WASHINGTON -- Progressive and labor groups plan to picket outside a hundred Social Security offices around the country on Wednesday, telling lawmakers to keep Social Security out of the "fiscal cliff" negotiations on Capitol Hill.
According to the American Federation of Government Employees (AFGE), a federal worker union opposed to Medicare and Social Security cuts, the protests will take place in at least 22 states and will involve left-leaning groups such as Common Cause, the American Federation of Teachers, the Alliance for Retired Americans and the AFL-CIO union federation.
"Cutting Social Security’s budget or making modifications to Medicare and Medicaid should not be part of a grand bargain to reduce the deficit," Witold Skwierczynski, the head of AFGE's Social Security council, said in a statement.

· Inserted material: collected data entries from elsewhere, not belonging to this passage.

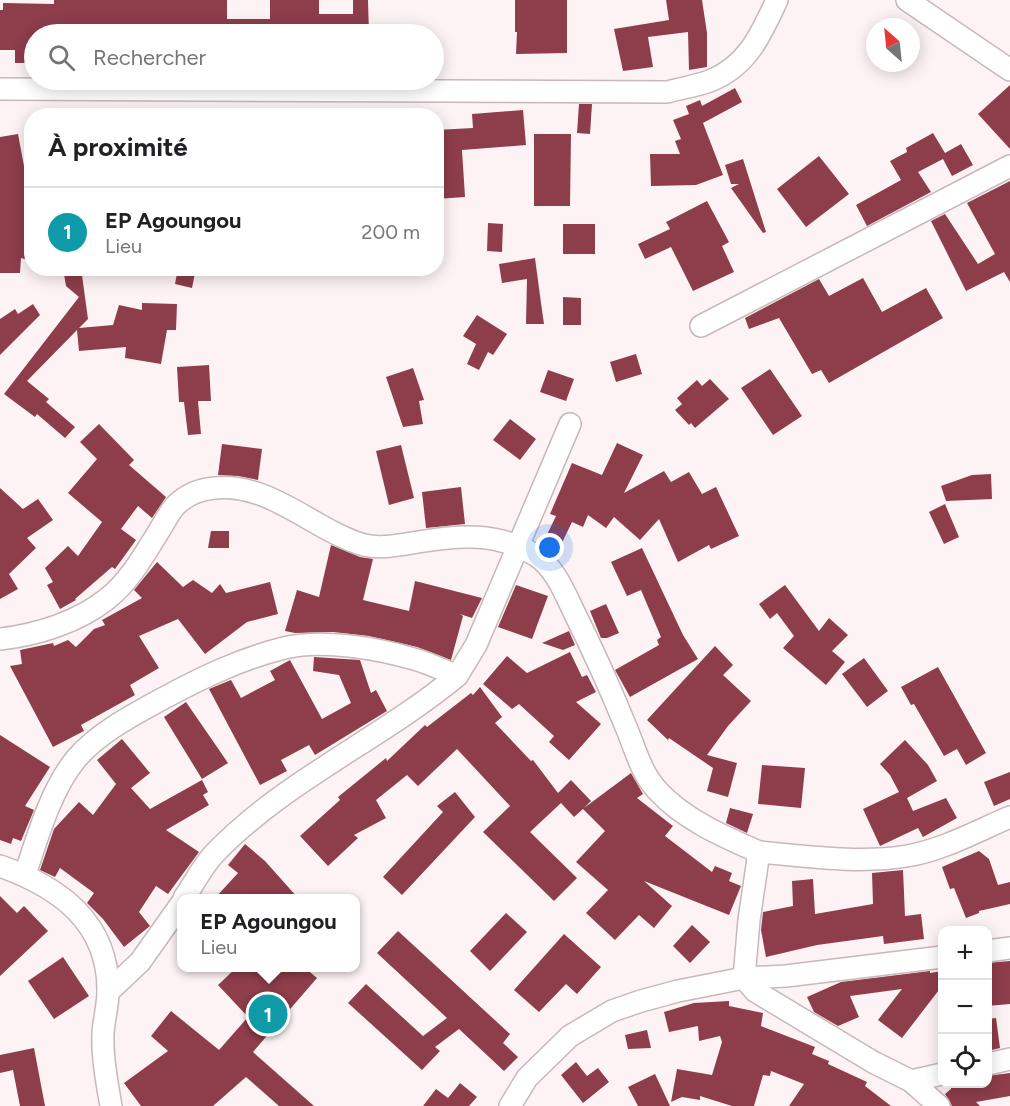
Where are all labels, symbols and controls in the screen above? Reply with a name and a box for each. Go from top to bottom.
north arrow [866,18,920,72]
search box [24,24,444,90]
icon: search [45,41,78,74]
text: Rechercher [93,44,206,71]
text: À proximité [48,131,188,163]
text: EP Agoungou [105,207,241,234]
text: 1 [63,220,72,244]
text: 200 m [361,220,420,244]
text: Lieu [105,234,142,258]
your location [535,533,564,562]
popup [177,894,360,972]
text: EP Agoungou [200,908,337,935]
map controls [938,926,992,1088]
button: + [938,926,992,980]
text: Lieu [200,935,237,959]
button: − [938,980,992,1034]
pin: 1 [248,992,288,1036]
button: locate [938,1034,992,1088]

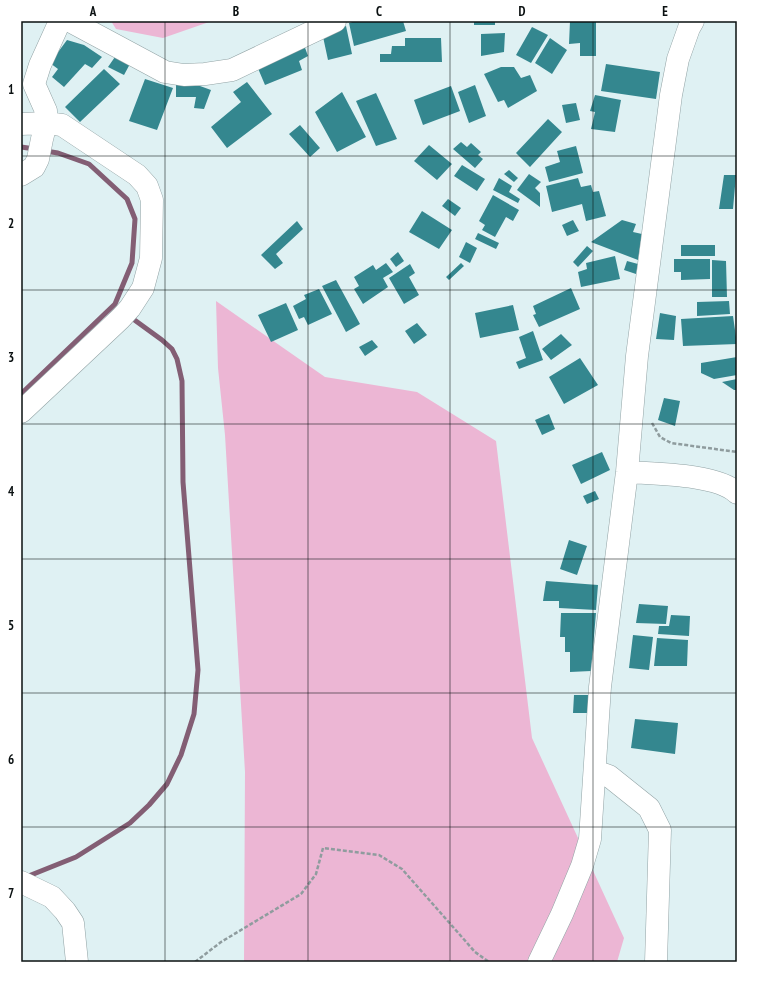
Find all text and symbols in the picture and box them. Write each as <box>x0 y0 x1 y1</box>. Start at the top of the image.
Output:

Severe automatic cuts are set to hit the federal budget shortly after the new year, unless lawmakers can hammer out a deal to reduce the deficit and avoid the so-called fiscal cliff. Progressive groups and labor unions are concerned the deal will include cuts to "entitlement" programs like Social Security, Medicare or Medicaid, which they say are vital to working people and shouldn't be part of the discussions. (The AARP, too, has warned lawmakers not to reform Social Security as part of a fiscal cliff deal.)

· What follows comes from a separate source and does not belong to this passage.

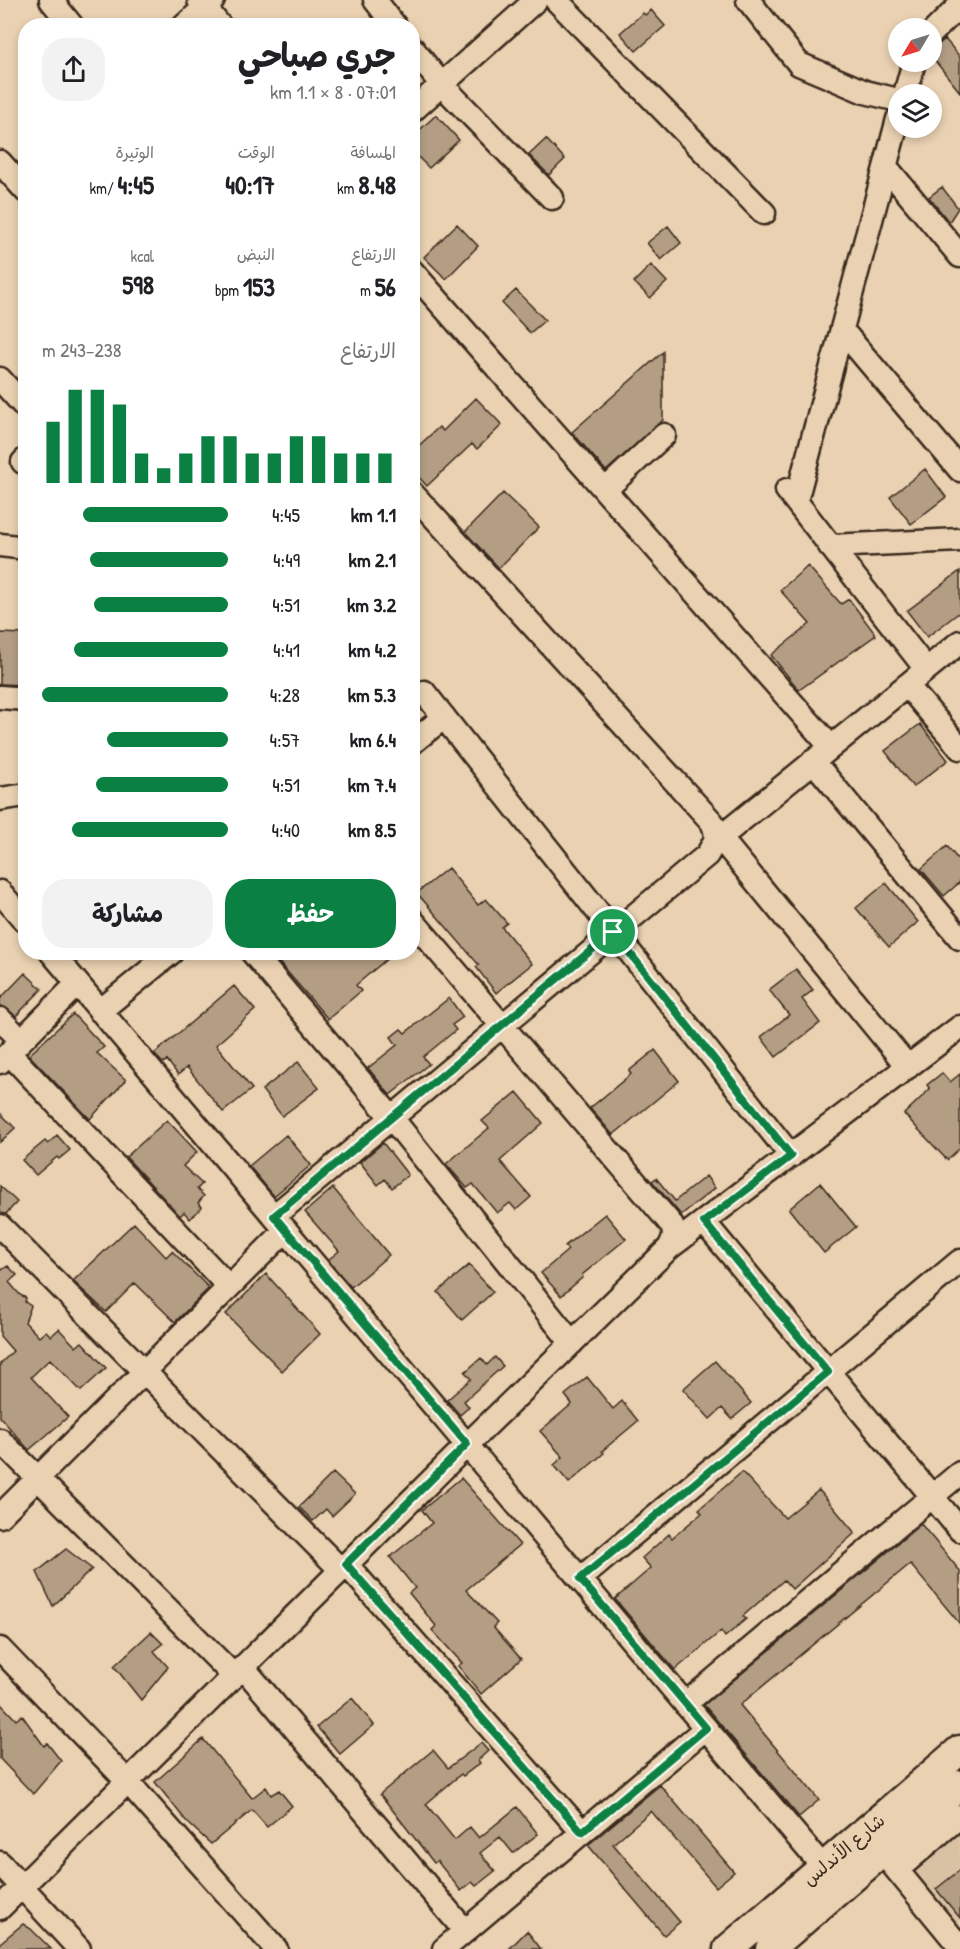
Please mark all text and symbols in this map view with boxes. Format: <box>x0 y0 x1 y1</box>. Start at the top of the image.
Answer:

Such entitlement reforms were reportedly part of the failed "grand bargain" talks between President Obama and House Speaker John Boehner (R-Ohio) last year.
In addition to possible Social Security cuts, unions are also worried that automatic sequestration or a grand bargain deal may lead to pay freezes or furloughs for federal workers. Although federal employees have already withstood a two-year pay freeze, lawmakers such as Sen. Bob Corker (R-Tenn.) would like to see the freeze extended in a plan to avert the automatic cuts.

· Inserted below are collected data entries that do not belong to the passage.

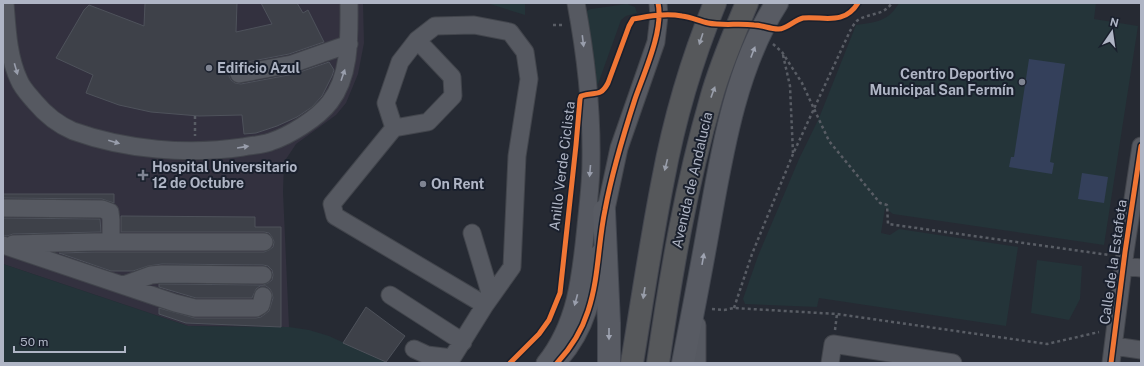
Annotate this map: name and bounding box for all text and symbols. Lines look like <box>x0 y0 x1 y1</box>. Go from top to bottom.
north arrow <box>1092 12 1132 52</box>
text: N <box>1109 15 1120 29</box>
one-way arrow <box>698 34 704 46</box>
one-way arrow <box>580 35 586 48</box>
one-way arrow <box>750 45 756 57</box>
place label: Edificio Azul <box>217 60 300 76</box>
one-way arrow <box>13 63 19 75</box>
marker: Edificio Azul <box>204 63 214 73</box>
place label: Centro Deportivo Municipal San Fermín <box>869 66 1014 98</box>
one-way arrow <box>341 69 347 81</box>
marker: Centro Deportivo Municipal San Fermín <box>1017 77 1027 87</box>
one-way arrow <box>711 85 717 97</box>
street label: Anillo Verde Ciclista <box>546 100 578 232</box>
street label: Avenida de Andalucía <box>669 110 715 250</box>
one-way arrow <box>109 139 121 145</box>
one-way arrow <box>237 144 249 150</box>
one-way arrow <box>663 158 669 171</box>
place label: Hospital Universitario 12 de Octubre <box>152 159 297 191</box>
one-way arrow <box>587 165 594 177</box>
marker: Hospital Universitario 12 de Octubre <box>137 169 149 181</box>
place label: On Rent <box>431 176 485 192</box>
marker: On Rent <box>418 179 428 189</box>
street label: Calle de la Estafeta <box>1096 199 1130 325</box>
one-way arrow <box>700 253 706 266</box>
one-way arrow <box>640 286 646 299</box>
one-way arrow <box>573 294 579 306</box>
scale bar <box>14 328 125 354</box>
one-way arrow <box>606 328 612 341</box>
text: 50 m <box>20 335 48 349</box>

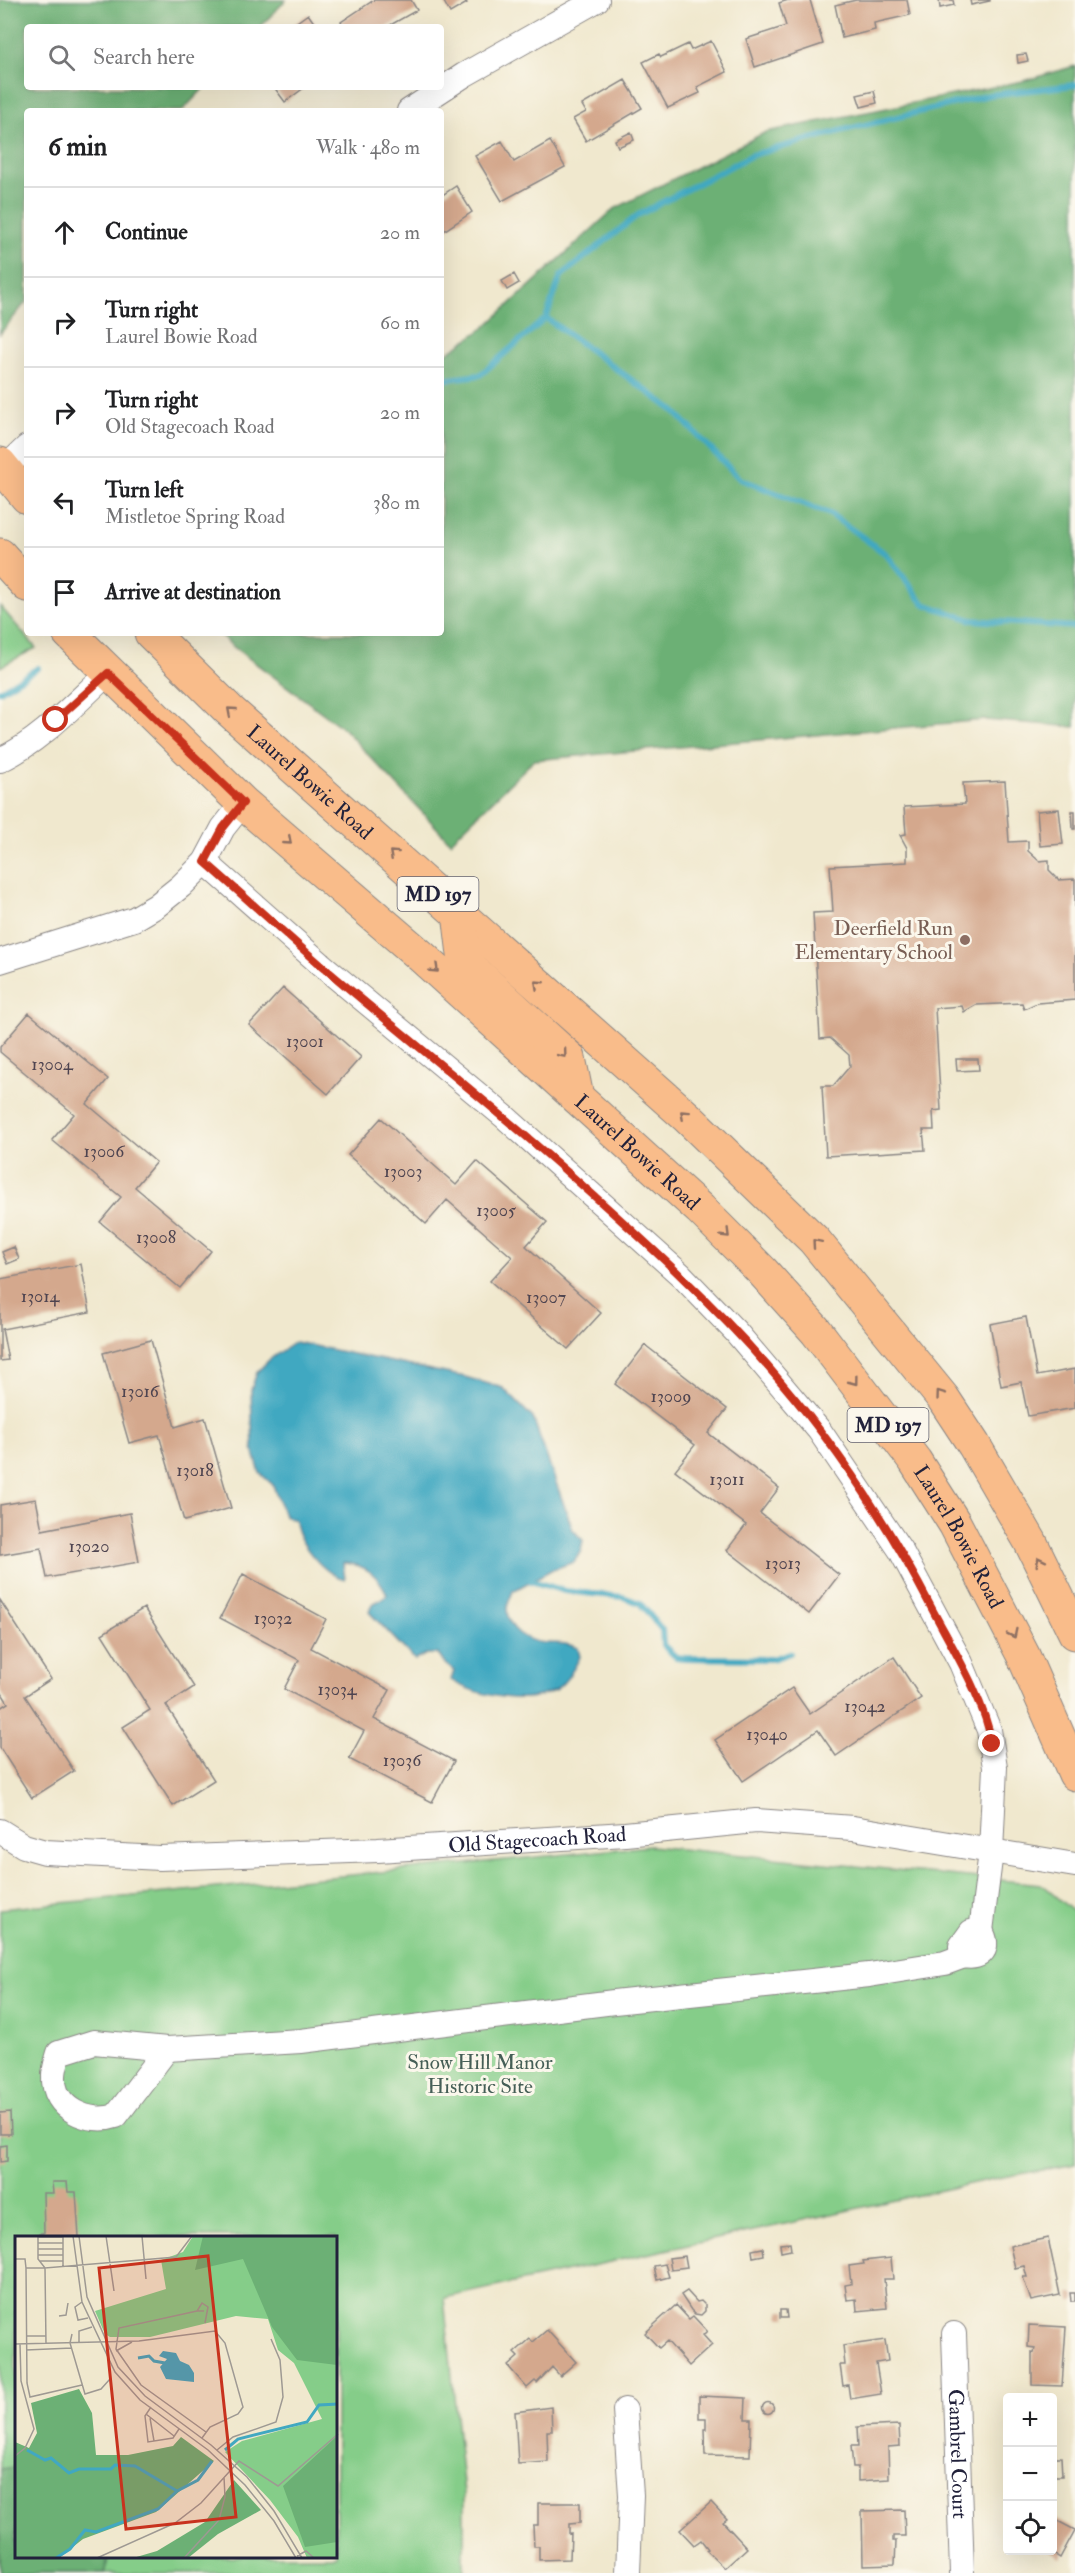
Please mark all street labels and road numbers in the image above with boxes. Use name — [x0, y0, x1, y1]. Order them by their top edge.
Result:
street label: Laurel Bowie Road — [241, 719, 379, 846]
road number: MD 197 — [398, 877, 478, 911]
street label: Laurel Bowie Road — [569, 1088, 706, 1216]
road number: MD 197 — [848, 1408, 928, 1442]
street label: Laurel Bowie Road — [908, 1460, 1010, 1614]
street label: Old Stagecoach Road — [447, 1820, 628, 1859]
street label: Gambrel Court — [942, 2388, 974, 2520]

According to AFGE, sequestration would require the Social Security Administration to slash its budget by more than 5 percent, leading to a hiring freeze and net loss of more than 3,000 administration employees.
The fiscal cliff talks in general have kept organized labor in post-election campaign mode. Several unions have made a significant advertising buy in the hopes of pressuring centrist Democratic senators into keeping Social Security and Medicare off the chopping block. The AFL-CIO has vowed to oppose any deal including such cuts, and last week, the labor federation's president, Richard Trumka, declared Congressional Republicans "hostage takers" in the talks.
"These cuts will only punish Americans who count on Social Security and Medicare by adding to backlogs and limiting assistance to the American public, especially the poor, our seniors, the disabled and families that have lost a parent or spouse," AFGE's Skwierczynski said.